Check every line of the entries below for the word "service". Then give the number of lines that have it, with nothing added.

+++

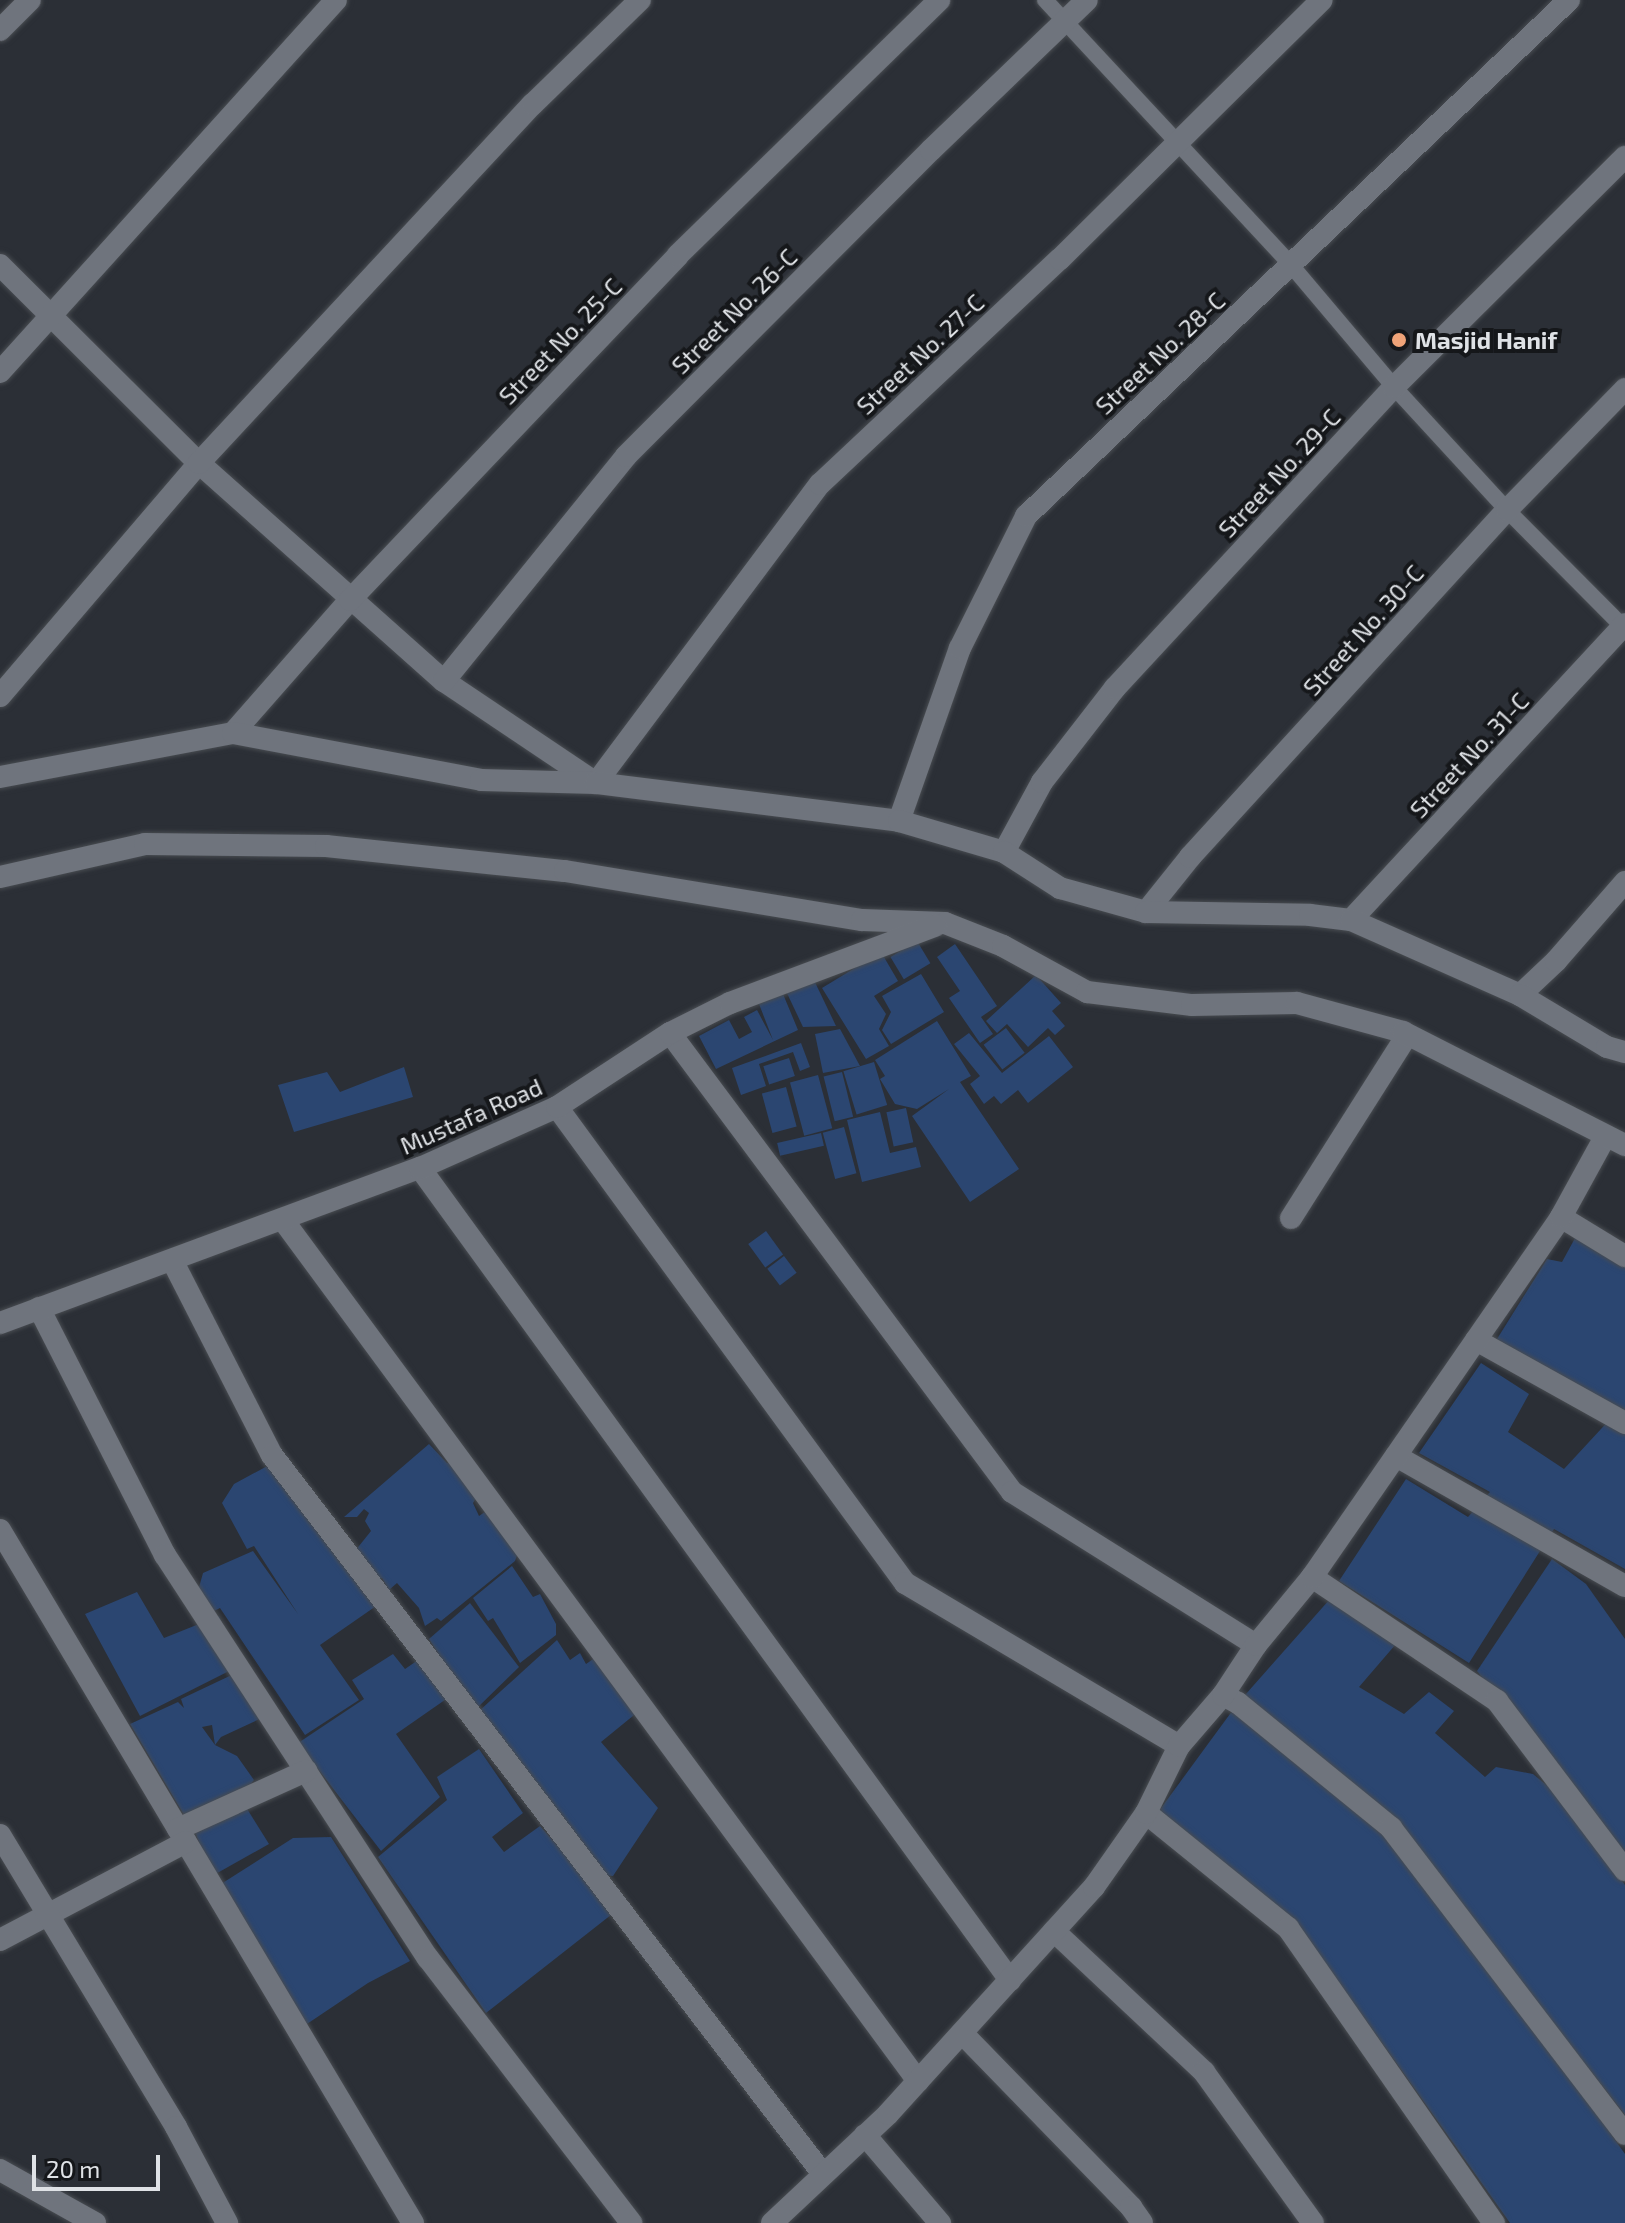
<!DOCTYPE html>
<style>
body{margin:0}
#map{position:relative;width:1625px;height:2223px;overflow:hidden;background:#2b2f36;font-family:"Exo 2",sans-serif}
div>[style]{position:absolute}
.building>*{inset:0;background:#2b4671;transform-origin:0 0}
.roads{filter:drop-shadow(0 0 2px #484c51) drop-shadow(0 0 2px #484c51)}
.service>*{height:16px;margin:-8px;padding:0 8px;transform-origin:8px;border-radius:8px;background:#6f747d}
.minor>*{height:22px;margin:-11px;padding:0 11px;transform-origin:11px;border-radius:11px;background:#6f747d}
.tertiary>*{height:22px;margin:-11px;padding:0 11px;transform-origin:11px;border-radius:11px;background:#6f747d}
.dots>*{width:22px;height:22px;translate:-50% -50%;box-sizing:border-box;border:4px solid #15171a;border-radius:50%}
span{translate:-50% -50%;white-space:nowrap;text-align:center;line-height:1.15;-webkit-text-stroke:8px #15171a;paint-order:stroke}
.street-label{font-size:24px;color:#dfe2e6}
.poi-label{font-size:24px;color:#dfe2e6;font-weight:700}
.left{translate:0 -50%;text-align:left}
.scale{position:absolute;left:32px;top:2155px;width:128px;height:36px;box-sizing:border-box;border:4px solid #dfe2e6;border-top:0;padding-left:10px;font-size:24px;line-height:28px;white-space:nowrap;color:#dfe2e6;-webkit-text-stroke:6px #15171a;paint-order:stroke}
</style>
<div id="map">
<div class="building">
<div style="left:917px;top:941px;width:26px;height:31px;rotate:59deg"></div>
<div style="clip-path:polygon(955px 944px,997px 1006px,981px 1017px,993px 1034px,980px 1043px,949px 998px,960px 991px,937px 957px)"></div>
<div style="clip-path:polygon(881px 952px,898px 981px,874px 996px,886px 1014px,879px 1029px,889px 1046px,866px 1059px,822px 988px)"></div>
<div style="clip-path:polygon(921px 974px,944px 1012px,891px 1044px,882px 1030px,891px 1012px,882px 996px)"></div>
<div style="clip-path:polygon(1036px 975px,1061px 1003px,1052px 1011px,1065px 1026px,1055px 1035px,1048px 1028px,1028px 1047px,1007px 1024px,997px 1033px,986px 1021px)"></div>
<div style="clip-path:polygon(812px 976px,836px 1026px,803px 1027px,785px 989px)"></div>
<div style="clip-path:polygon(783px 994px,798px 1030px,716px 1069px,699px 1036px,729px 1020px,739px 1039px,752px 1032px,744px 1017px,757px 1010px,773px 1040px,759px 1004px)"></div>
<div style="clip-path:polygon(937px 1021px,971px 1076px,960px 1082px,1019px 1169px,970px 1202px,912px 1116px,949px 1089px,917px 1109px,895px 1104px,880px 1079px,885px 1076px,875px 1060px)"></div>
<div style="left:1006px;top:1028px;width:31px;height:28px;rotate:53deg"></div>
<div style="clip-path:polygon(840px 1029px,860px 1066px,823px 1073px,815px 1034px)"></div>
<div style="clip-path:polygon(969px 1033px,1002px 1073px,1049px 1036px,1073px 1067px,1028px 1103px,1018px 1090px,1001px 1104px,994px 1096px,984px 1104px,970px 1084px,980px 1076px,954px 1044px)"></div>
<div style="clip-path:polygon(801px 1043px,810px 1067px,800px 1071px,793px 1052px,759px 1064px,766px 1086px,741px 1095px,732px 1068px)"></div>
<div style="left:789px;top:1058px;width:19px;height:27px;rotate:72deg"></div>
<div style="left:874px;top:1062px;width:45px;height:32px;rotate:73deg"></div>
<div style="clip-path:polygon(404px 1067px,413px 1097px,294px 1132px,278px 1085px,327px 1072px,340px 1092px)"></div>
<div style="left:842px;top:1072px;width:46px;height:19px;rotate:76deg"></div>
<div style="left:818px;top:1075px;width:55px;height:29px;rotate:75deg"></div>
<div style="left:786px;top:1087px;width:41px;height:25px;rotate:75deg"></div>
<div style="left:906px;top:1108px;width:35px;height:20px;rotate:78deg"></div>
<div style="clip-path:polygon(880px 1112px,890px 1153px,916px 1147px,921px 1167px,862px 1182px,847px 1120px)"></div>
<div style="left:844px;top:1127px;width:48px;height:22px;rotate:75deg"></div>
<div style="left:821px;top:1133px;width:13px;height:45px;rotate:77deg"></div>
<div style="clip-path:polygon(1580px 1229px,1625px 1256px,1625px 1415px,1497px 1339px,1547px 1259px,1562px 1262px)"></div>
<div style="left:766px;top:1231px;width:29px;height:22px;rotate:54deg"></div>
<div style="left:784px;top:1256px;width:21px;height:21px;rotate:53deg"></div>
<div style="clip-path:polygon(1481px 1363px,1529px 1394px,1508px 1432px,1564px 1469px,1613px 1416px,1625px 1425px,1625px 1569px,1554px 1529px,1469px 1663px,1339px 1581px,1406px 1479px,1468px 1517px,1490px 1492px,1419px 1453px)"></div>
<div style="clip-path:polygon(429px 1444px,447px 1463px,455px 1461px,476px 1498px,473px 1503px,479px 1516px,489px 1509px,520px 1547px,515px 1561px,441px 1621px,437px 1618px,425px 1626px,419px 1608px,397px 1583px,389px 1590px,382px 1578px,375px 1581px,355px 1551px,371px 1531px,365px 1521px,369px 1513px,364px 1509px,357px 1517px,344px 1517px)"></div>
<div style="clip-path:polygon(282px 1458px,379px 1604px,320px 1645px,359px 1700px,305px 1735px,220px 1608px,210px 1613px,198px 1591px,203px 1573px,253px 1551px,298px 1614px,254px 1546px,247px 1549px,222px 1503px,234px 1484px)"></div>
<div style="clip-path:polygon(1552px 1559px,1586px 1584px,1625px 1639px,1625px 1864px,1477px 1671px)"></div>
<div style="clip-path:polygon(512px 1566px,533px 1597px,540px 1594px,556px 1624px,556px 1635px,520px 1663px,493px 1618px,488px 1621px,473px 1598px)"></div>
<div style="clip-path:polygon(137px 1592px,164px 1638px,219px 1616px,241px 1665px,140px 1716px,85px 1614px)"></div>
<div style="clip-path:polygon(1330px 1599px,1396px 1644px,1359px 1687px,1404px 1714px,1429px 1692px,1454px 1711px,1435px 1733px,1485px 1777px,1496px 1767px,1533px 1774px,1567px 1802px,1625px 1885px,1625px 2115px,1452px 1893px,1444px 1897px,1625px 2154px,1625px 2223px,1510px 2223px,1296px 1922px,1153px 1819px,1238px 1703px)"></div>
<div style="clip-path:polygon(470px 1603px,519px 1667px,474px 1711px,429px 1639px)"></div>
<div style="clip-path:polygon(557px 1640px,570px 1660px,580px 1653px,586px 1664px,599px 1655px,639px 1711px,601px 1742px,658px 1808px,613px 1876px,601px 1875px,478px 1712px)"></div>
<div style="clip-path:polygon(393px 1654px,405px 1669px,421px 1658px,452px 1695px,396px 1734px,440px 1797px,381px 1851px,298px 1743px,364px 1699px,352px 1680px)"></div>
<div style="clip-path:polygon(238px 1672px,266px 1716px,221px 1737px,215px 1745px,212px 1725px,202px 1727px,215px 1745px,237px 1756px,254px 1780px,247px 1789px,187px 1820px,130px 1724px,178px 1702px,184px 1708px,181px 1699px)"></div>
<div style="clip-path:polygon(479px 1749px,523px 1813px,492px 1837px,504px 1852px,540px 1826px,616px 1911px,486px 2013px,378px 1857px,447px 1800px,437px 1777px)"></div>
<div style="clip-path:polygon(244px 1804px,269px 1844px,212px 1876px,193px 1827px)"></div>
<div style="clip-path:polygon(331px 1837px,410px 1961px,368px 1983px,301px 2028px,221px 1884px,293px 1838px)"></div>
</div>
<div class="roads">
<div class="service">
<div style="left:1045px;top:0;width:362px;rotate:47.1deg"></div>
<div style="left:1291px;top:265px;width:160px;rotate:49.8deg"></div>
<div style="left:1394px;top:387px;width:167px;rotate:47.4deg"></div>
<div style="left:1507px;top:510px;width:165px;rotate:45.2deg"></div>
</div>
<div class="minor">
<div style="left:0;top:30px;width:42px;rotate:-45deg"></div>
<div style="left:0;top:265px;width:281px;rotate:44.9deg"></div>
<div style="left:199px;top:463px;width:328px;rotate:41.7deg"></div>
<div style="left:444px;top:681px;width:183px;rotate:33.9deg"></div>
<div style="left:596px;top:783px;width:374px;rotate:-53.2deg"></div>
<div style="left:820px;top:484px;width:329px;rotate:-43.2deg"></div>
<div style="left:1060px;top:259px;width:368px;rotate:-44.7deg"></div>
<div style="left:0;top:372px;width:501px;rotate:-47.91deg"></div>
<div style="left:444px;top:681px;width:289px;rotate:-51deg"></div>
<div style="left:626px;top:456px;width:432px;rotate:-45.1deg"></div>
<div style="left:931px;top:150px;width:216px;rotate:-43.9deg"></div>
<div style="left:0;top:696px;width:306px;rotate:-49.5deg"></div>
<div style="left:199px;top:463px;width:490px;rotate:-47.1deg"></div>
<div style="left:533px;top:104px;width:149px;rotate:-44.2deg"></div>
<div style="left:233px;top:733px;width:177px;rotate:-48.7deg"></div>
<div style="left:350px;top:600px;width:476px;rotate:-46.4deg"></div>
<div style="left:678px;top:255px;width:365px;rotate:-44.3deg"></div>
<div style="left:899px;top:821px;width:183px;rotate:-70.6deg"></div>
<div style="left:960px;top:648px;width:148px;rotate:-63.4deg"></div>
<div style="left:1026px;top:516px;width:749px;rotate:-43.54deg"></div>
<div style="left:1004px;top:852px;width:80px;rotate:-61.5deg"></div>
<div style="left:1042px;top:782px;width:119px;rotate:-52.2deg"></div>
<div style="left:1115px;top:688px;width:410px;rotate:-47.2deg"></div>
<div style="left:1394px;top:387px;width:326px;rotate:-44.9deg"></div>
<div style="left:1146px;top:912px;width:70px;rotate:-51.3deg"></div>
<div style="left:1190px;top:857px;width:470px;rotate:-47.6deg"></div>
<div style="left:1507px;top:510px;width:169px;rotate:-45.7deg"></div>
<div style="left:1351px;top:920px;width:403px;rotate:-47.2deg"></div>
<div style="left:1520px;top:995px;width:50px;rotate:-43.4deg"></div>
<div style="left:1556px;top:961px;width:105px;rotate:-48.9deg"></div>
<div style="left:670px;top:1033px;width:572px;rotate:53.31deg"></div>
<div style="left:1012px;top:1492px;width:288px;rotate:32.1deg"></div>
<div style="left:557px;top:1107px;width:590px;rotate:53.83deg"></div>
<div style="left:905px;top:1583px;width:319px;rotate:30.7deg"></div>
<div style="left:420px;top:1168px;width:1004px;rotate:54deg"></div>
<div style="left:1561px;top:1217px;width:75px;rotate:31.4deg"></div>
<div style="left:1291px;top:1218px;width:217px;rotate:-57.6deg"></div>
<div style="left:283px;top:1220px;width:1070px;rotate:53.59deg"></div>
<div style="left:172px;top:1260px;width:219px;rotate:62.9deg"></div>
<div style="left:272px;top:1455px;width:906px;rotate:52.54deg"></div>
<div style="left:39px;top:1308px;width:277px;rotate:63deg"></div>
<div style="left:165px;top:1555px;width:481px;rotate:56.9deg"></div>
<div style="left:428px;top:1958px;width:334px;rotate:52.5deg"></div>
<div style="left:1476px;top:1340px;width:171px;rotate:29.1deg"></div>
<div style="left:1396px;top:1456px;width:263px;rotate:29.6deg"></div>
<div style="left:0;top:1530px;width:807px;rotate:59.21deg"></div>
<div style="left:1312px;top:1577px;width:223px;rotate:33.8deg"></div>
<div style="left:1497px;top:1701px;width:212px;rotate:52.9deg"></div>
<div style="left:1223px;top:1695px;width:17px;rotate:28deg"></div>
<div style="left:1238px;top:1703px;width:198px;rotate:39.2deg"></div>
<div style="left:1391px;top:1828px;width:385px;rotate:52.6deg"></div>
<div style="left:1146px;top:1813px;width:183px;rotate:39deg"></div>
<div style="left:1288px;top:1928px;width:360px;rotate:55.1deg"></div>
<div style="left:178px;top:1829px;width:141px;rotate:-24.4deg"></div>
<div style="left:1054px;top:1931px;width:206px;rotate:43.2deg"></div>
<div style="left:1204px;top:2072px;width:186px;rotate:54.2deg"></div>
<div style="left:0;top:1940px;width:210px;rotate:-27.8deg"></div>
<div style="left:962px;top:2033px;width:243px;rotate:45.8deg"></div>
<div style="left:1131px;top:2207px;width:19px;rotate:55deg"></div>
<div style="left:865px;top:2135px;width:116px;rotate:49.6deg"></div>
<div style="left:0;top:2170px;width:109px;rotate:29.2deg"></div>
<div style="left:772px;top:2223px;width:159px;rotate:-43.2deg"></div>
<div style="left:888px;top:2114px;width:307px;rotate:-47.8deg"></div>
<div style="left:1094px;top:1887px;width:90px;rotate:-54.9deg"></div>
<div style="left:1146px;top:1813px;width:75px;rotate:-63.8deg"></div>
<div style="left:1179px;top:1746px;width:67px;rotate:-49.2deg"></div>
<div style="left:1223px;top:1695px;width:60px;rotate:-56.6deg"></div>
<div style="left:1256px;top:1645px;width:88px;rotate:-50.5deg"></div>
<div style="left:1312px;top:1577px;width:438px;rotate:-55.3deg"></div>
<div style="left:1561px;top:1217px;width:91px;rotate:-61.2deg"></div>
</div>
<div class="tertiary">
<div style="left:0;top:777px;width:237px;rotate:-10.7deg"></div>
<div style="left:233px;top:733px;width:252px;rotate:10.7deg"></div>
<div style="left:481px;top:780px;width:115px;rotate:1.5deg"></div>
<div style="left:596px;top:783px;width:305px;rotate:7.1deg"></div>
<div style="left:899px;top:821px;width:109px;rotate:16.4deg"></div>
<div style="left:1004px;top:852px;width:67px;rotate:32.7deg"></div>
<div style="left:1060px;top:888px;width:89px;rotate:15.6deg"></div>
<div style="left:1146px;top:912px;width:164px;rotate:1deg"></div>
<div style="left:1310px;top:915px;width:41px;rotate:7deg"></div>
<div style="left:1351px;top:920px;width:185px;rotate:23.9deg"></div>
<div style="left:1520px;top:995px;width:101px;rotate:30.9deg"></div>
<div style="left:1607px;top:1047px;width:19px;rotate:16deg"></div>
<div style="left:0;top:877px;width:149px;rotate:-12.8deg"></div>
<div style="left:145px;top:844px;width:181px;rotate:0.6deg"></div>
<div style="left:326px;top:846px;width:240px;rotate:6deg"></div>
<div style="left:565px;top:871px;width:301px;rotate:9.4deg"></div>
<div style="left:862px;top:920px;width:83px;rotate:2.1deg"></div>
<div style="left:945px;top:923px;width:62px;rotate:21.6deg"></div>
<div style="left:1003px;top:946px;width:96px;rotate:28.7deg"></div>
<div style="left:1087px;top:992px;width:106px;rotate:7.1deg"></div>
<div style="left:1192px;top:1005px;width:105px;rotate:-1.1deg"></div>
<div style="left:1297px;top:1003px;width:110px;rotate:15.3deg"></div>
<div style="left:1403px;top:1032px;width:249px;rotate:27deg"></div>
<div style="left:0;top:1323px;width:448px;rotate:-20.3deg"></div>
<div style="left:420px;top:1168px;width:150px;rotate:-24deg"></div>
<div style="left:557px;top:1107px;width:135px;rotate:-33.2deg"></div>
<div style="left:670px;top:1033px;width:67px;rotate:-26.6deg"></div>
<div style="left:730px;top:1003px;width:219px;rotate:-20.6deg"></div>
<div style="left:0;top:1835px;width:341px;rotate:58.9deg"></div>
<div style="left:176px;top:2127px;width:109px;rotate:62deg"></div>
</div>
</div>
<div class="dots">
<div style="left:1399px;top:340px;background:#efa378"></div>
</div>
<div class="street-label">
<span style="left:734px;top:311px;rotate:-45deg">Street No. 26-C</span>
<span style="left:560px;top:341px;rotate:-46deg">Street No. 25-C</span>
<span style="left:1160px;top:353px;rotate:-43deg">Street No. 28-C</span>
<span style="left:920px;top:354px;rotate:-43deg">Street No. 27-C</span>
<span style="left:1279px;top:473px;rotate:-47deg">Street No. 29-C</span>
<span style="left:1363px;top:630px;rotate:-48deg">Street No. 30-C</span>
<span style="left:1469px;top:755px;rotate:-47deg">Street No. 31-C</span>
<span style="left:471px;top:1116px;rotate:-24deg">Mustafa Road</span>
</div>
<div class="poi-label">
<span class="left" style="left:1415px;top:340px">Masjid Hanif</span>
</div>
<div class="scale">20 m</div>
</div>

+++

§ **Problem solution**
2